One modification of the martingale transform and its applications to paraproducts and stochastic integrals

TL;DR

This paper introduces a modified martingale transform applicable to two martingales with different filtrations, establishing new $ ext{L}^p$ estimates and applying them to paraproducts and stochastic integrals, expanding the scope of stochastic analysis techniques.

Contribution

It proposes a novel variant of the martingale transform that works with different filtrations and derives new inequalities, with applications to paraproducts and stochastic integrals.

Findings

The modified martingale transform satisfies $ ext{L}^p$ estimates despite classical limitations.

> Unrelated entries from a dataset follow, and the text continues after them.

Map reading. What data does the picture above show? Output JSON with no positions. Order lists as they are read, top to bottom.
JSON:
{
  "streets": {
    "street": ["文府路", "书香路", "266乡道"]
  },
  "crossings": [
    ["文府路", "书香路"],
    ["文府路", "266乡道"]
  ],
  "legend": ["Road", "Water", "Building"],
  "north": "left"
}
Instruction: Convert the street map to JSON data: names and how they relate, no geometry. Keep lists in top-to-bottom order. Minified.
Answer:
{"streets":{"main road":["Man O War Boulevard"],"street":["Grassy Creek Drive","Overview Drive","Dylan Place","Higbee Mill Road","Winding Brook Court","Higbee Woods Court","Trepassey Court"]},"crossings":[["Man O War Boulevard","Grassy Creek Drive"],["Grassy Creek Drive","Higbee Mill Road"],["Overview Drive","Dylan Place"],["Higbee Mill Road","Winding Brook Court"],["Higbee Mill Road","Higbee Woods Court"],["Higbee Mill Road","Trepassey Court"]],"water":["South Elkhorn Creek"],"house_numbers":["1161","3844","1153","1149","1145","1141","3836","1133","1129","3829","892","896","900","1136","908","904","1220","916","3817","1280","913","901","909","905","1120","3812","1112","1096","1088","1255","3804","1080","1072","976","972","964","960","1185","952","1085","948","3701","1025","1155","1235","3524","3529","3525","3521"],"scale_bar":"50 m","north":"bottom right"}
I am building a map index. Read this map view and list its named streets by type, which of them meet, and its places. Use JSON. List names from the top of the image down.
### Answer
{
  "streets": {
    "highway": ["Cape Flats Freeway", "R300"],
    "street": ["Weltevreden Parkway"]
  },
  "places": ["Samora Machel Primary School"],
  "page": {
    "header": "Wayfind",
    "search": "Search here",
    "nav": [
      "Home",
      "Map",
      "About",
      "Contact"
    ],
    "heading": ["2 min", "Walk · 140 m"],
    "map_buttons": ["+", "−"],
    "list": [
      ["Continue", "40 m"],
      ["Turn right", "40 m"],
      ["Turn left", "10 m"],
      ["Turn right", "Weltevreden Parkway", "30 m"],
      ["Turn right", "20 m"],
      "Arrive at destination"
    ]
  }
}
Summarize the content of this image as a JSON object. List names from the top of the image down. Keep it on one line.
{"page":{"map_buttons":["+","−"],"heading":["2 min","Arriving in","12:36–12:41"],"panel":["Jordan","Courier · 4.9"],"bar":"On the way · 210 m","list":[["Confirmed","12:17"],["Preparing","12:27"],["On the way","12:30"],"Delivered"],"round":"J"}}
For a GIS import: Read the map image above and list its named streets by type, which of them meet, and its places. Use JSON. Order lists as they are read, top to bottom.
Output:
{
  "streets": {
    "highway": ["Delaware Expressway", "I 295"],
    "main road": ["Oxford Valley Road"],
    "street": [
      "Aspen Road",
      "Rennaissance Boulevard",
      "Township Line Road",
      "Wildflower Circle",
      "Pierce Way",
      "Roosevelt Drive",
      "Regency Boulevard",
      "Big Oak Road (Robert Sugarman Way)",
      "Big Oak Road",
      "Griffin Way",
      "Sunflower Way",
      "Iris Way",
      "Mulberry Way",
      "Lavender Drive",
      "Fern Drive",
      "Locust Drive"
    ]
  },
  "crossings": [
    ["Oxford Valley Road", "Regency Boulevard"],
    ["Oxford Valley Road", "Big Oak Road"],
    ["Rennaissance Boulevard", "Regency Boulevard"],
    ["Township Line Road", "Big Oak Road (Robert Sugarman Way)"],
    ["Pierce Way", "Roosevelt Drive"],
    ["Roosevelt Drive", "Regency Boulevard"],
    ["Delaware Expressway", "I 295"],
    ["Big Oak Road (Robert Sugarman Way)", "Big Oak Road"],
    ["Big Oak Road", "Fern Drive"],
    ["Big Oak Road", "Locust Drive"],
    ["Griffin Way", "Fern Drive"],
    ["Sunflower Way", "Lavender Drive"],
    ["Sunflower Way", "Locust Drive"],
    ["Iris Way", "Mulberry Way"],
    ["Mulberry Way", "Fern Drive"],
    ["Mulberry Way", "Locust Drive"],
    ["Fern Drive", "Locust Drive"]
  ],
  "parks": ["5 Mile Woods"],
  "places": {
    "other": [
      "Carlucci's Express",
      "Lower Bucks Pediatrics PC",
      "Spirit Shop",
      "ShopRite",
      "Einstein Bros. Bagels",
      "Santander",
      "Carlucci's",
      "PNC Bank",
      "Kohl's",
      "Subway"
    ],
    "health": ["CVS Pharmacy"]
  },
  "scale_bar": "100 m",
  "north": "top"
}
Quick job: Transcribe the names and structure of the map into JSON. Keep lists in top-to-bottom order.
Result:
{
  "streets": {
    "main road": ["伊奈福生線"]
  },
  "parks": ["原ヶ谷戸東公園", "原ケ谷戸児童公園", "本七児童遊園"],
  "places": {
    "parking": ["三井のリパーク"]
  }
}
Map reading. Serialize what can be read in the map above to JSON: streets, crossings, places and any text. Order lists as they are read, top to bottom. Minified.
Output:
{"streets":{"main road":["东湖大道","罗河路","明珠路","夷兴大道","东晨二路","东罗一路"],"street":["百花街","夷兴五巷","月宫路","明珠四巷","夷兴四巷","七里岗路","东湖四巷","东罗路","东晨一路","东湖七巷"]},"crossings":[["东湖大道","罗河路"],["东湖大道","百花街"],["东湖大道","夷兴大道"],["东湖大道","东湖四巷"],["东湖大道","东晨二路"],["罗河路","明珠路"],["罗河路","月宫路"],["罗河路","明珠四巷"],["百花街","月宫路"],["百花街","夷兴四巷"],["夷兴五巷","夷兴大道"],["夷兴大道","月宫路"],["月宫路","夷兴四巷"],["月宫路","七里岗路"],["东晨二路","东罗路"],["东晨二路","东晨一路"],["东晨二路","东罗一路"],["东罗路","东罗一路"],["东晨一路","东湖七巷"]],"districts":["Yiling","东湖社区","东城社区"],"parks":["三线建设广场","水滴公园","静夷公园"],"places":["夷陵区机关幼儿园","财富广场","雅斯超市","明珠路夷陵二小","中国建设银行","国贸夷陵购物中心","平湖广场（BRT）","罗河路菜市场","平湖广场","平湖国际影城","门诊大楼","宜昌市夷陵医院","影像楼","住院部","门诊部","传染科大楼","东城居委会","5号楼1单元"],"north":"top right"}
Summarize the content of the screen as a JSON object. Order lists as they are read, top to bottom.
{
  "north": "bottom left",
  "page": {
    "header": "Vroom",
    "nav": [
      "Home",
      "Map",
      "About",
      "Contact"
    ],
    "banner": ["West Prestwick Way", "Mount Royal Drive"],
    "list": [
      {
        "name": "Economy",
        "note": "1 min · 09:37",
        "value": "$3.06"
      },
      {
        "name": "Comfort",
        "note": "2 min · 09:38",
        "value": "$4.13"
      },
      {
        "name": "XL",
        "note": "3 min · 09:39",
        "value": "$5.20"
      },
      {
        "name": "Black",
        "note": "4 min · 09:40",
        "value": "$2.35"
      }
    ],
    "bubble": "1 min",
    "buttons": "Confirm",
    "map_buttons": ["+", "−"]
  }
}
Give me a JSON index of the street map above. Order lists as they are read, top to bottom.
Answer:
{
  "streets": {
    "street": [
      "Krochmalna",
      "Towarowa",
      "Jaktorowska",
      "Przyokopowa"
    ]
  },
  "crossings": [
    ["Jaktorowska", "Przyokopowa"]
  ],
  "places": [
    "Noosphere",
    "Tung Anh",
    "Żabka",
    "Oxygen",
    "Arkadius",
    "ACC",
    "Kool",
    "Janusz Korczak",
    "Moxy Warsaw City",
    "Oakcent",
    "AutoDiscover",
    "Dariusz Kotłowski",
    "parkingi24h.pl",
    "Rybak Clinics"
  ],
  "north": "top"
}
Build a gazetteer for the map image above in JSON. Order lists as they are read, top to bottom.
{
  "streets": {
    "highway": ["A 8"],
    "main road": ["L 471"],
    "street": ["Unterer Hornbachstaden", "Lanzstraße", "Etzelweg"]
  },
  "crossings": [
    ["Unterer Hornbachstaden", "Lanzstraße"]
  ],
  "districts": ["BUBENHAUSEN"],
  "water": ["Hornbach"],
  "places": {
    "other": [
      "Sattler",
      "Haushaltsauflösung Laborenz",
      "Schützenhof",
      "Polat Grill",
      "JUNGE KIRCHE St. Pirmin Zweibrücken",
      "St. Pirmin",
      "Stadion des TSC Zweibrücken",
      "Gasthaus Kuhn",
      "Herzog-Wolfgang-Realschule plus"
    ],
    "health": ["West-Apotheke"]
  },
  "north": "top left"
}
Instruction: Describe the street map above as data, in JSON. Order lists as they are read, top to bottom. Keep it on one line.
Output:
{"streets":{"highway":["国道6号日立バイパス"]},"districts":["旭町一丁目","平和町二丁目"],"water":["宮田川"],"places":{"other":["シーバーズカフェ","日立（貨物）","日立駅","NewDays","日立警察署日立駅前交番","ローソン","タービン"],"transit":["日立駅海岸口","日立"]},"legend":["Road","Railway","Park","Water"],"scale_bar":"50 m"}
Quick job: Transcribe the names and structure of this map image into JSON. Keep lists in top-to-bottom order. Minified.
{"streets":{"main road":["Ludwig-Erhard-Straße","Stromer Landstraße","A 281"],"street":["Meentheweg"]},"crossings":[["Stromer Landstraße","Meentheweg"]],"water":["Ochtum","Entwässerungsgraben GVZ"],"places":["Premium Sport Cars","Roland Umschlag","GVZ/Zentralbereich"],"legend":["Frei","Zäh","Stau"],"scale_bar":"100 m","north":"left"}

Applications to general-dilation twisted paraproducts demonstrate the transform's utility.

Construction of stochastic integrals for non-semimartingale processes shows broader applicability.

Abstract

In this paper we introduce a variant of Burkholder's martingale transform associated with two martingales with respect to different filtrations. Even though the classical martingale techniques cannot be applied, we show that the discussed transformation still satisfies some expected $\mathrm{L}^p$ estimates. Then we apply the obtained inequalities to general-dilation twisted paraproducts, particular instances of which have already appeared in the literature. As another application we construct stochastic integrals $\int_{0}^{t}H_s d(X_s Y_s)$ associated with certain continuous-time martingales $(X_t)_{t\geq 0}$ and $(Y_t)_{t\geq 0}$. The process $(X_t Y_t)_{t\geq 0}$ is shown to be a "good integrator", although it is not necessarily a semimartingale, or even adapted to any convenient filtration.